Une nouvelle étude précise la quantité d’exercice hebdomadaire nécessaire pour maîtriser sa tension artérielle

Image d'illustration. Gros plan de chaussures de sport frappant le trottoirADN
Une récente étude s’est penchée sur la quantité d’activité physique hebdomadaire nécessaire pour maintenir une pression artérielle stable. Les chercheurs ont ainsi précisé les niveaux d’exercice recommandés afin de mieux prévenir l’hypertension.
Tl;dr
- L’activité physique prévient l’hypertension jusqu’à 60 ans.
- Les niveaux chutent après 18 ans, surtout chez certains groupes.
- Des écarts marqués persistent selon le genre et l’origine ethnique.
Un enjeu crucial : maintenir l’activité physique à l’âge adulte
Dans nos sociétés modernes, la question de l’hypertension artérielle s’impose comme une préoccupation majeure de santé publique. Pourtant, une étude menée sur plus de 5 000 participants issus de quatre grandes villes américaines révèle que le maintien d’une activité physique soutenue au fil des années demeure un défi, notamment lors du passage à la vie adulte.
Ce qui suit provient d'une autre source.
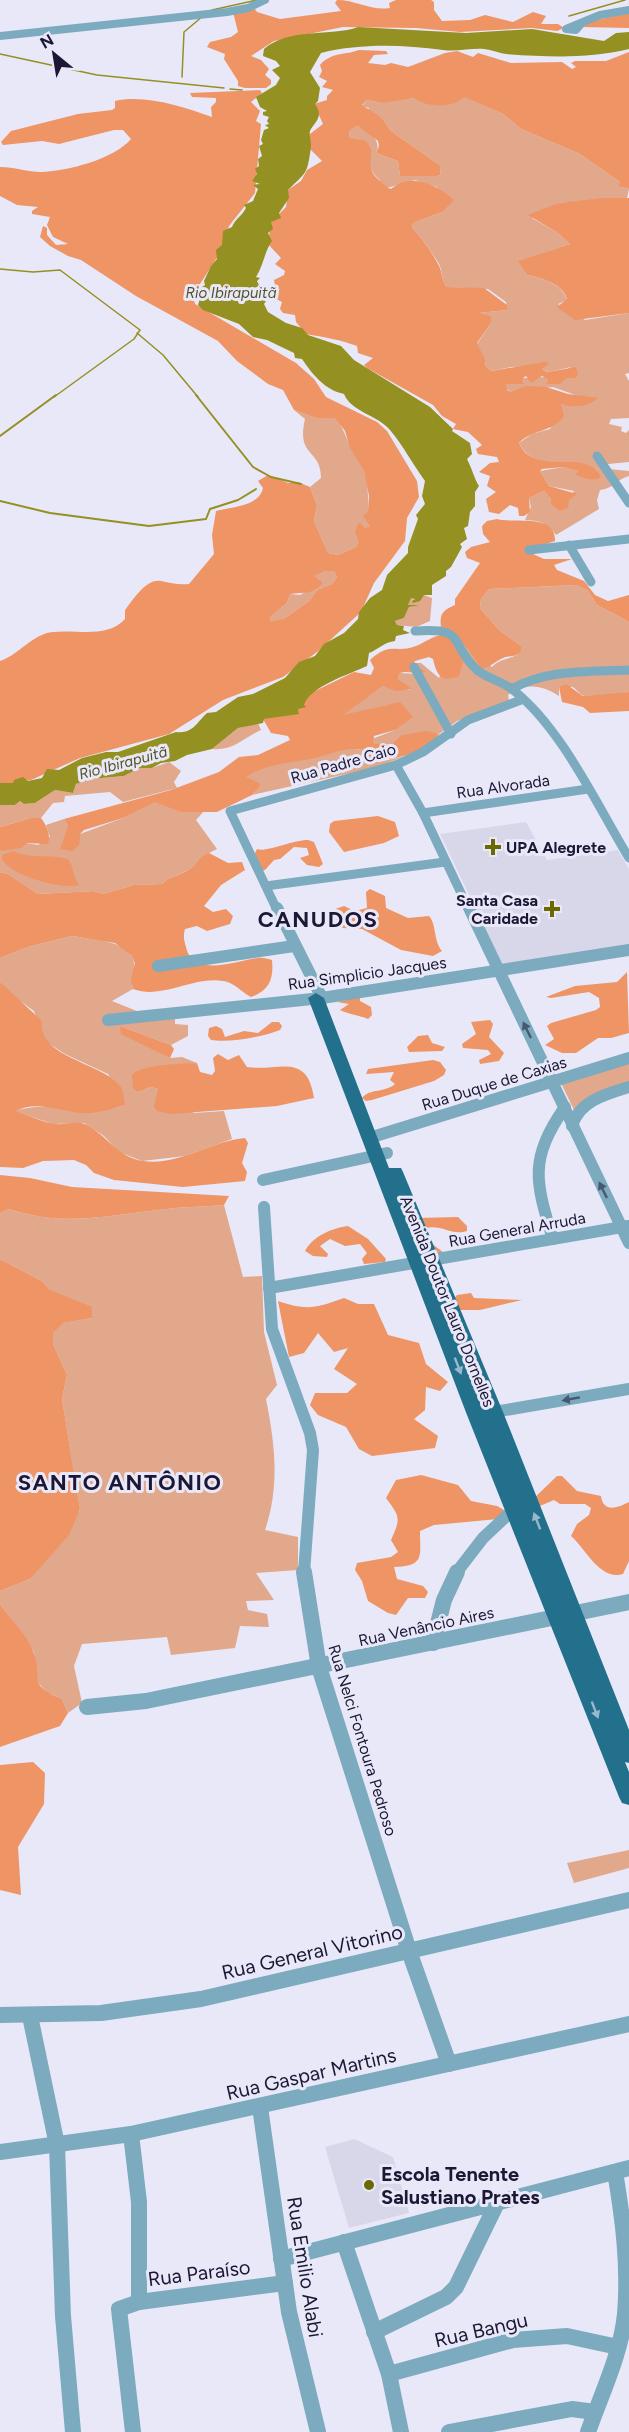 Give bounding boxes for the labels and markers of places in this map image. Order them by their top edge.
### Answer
marker: UPA Alegrete [484,838,502,856]
place label: UPA Alegrete [506,838,606,857]
place label: Santa Casa Caridade [456,891,538,928]
marker: Santa Casa Caridade [543,900,561,918]
place label: Escola Tenente Salustiano Prates [381,2162,540,2209]
marker: Escola Tenente Salustiano Prates [362,2178,376,2192] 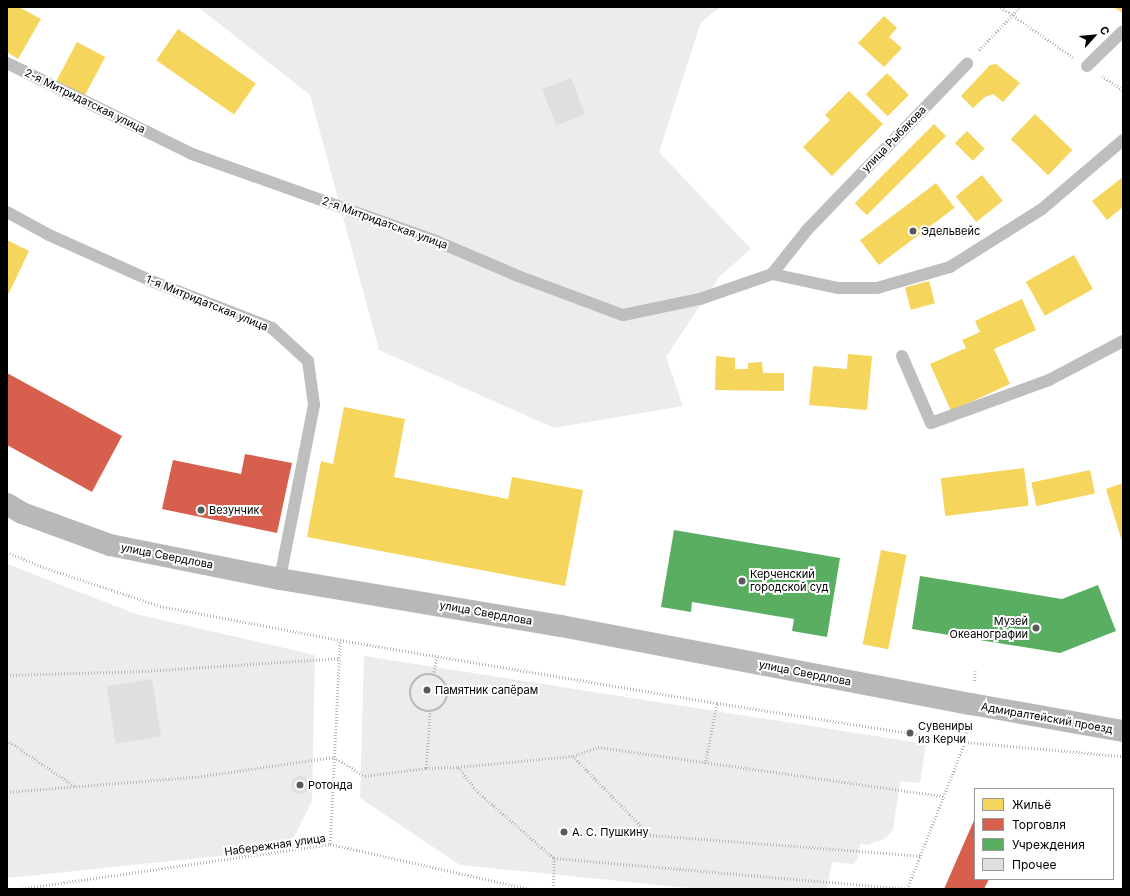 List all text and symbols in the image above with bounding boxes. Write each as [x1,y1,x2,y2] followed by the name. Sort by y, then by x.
[1074,16,1114,56] north arrow
[1097,24,1113,37] text: С
[22,66,148,136] street label: 2-я Митридатская улица
[859,103,929,175] street label: улица Рыбакова
[320,194,450,252] street label: 2-я Митридатская улица
[921,224,980,238] place label: Эдельвейс
[908,226,918,236] marker: Эдельвейс
[144,272,270,334] street label: 1-я Митридатская улица
[209,503,259,517] place label: Везунчик
[196,505,206,515] marker: Везунчик
[120,541,214,571] street label: улица Свердлова
[750,568,828,594] place label: Керченский городской суд
[737,576,747,586] marker: Керченский городской суд
[439,598,533,628] street label: улица Свердлова
[949,615,1028,641] place label: Музей Океанографии
[1031,623,1041,633] marker: Музей Океанографии
[758,658,852,688] street label: улица Свердлова
[435,683,538,697] place label: Памятник сапёрам
[422,685,432,695] marker: Памятник сапёрам
[980,700,1114,736] street label: Адмиралтейский проезд
[918,720,973,746] place label: Сувениры из Керчи
[905,728,915,738] marker: Сувениры из Керчи
[308,778,353,792] place label: Ротонда
[295,780,305,790] marker: Ротонда
[974,788,1114,880] legend
[1012,797,1051,812] text: Жильё
[1012,817,1066,832] text: Торговля
[572,825,649,839] place label: А. С. Пушкину
[559,827,569,837] marker: А. С. Пушкину
[223,831,327,859] street label: Набережная улица
[1012,837,1085,852] text: Учреждения
[1012,857,1057,872] text: Прочее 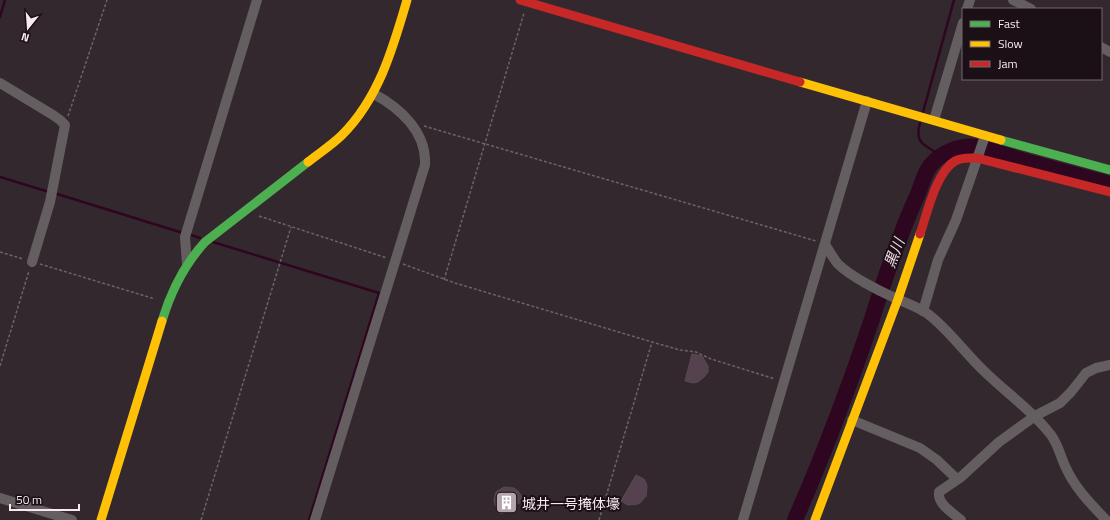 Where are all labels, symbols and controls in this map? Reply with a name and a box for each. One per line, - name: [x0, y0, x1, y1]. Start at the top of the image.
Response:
- north arrow: [8, 8, 48, 48]
- legend: [962, 8, 1102, 80]
- text: Fast: [998, 14, 1021, 33]
- text: N: [19, 29, 31, 46]
- text: Slow: [998, 34, 1023, 53]
- text: Jam: [998, 54, 1018, 73]
- water label: 黒川: [878, 233, 911, 271]
- scale bar: [10, 486, 79, 512]
- text: 50 m: [16, 490, 42, 509]
- building icon: 城井一号掩体壕: [494, 490, 520, 516]
- place label: 城井一号掩体壕: [522, 493, 620, 514]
Les résultats interpellent : tandis que les adolescents affichent souvent des niveaux d’activité élevés, cette dynamique s’effrite entre 18 et 40 ans, laissant place à une hausse progressive des cas d’hypertension.
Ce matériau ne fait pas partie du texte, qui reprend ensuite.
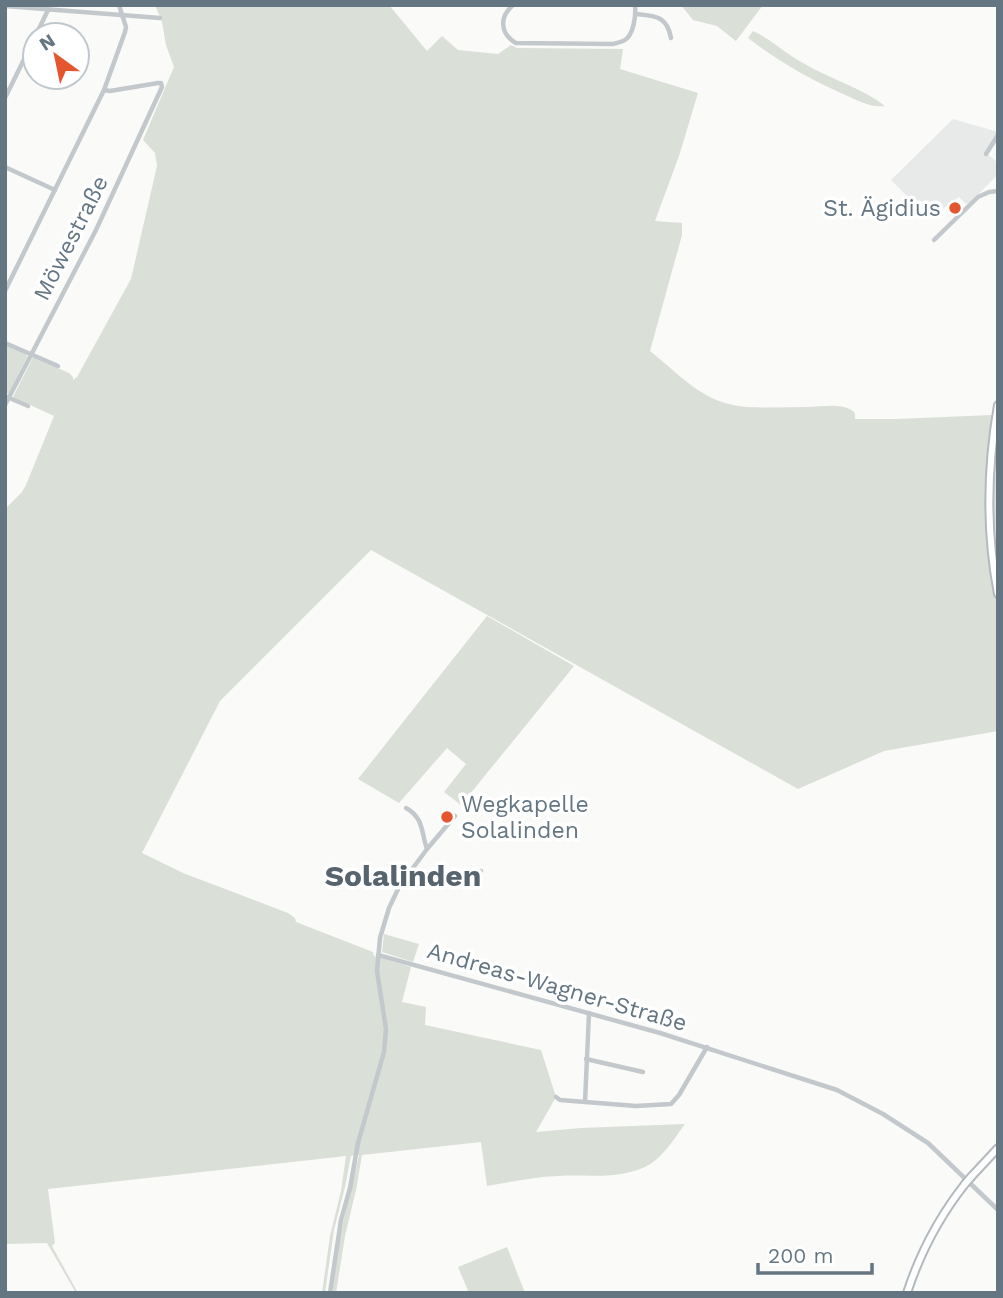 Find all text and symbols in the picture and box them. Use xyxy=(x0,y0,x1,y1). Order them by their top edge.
north arrow xyxy=(21,21,91,91)
text: N xyxy=(35,29,59,56)
street label: Möwestraße xyxy=(28,171,114,305)
place label: St. Ägidius xyxy=(823,195,941,222)
marker: St. Ägidius xyxy=(947,200,963,216)
place label: Wegkapelle Solalinden xyxy=(461,791,589,844)
marker: Wegkapelle Solalinden xyxy=(439,809,455,825)
district label: Solalinden xyxy=(325,858,481,893)
street label: Andreas-Wagner-Straße xyxy=(424,937,690,1037)
scale bar xyxy=(758,1232,872,1276)
text: 200 m xyxy=(768,1243,834,1268) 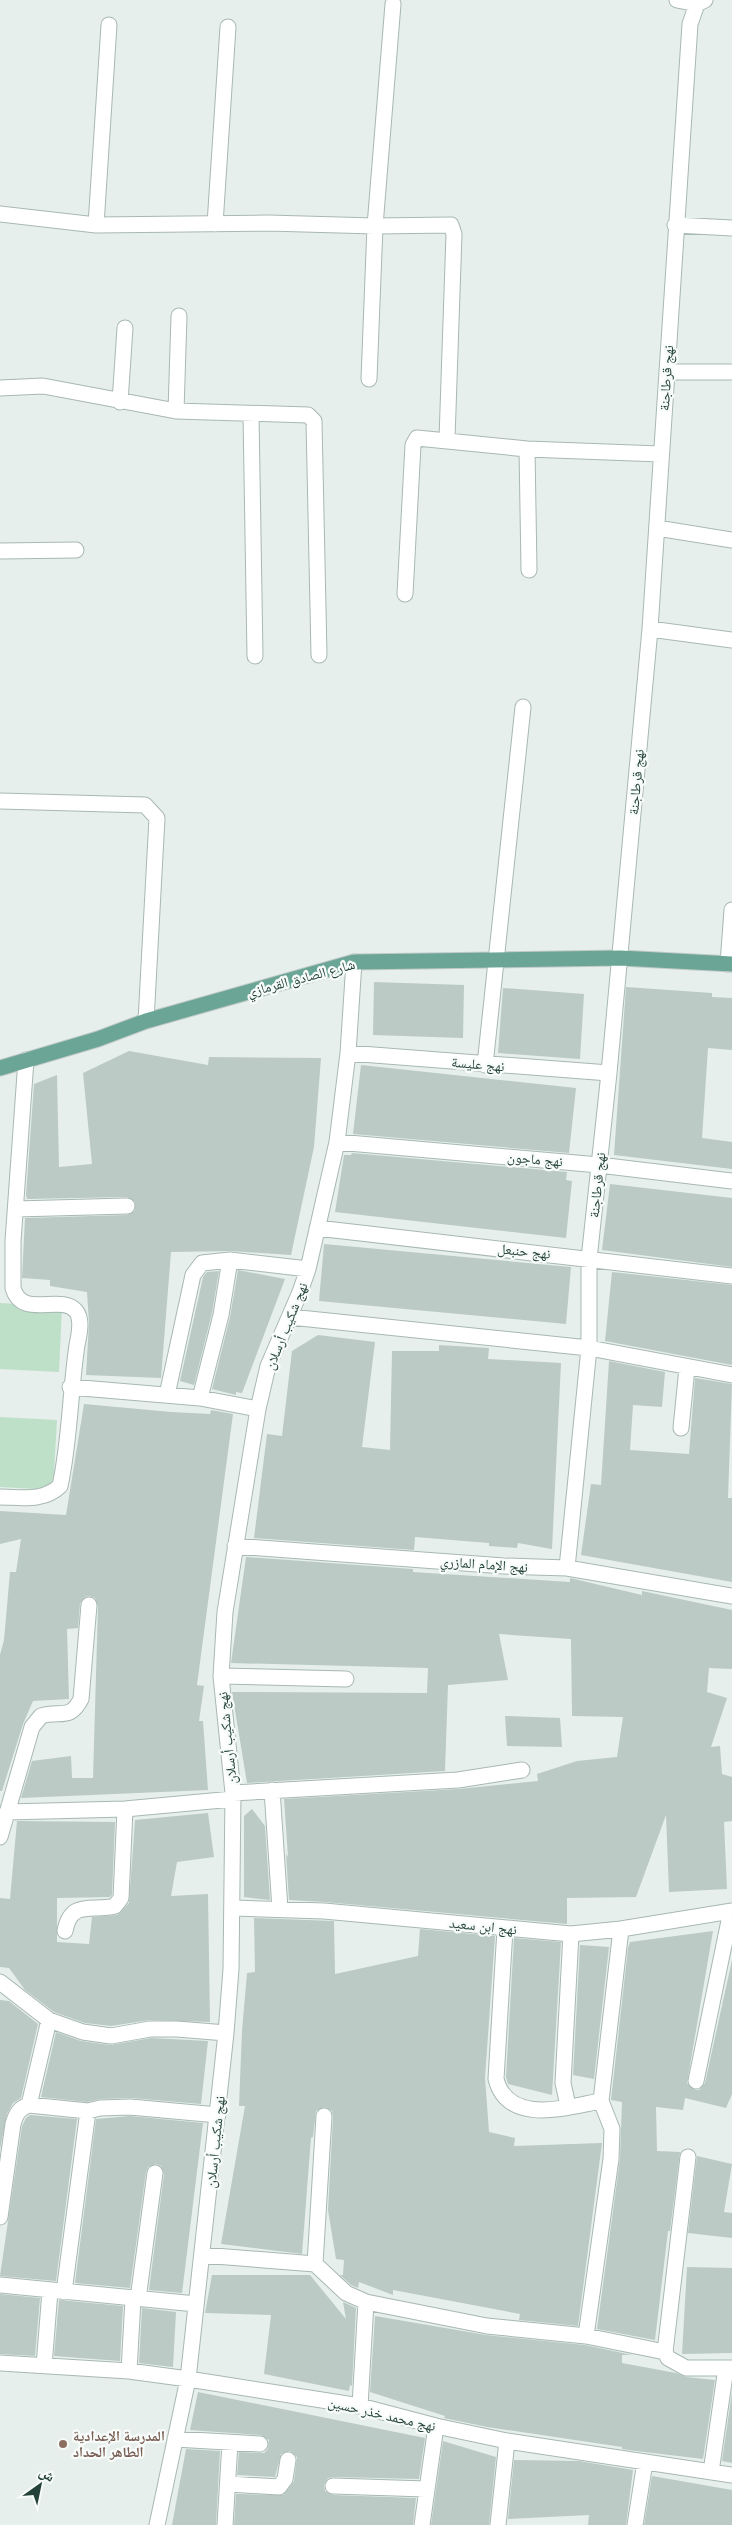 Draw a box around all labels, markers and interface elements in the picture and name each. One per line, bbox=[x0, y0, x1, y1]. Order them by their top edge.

Des disparités persistantes et préoccupantes
Ce phénomène ne touche cependant pas tous les groupes de la même manière. Selon les chercheurs de l’University of California, San Francisco (UCSF), des facteurs sociaux profonds influencent la capacité à rester actif avec l’âge. En particulier, les courbes divergent nettement selon l’origine ethnique et le genre. Chez les participants noirs, hommes comme femmes, la baisse d’activité se poursuit après quarante ans, tandis qu’elle tend à se stabiliser chez leurs homologues blancs. Un chiffre illustre la gravité de ces écarts : à 60 ans, près de 90 % des hommes et femmes noirs souffrent d’hypertension contre environ la moitié seulement des femmes blanches.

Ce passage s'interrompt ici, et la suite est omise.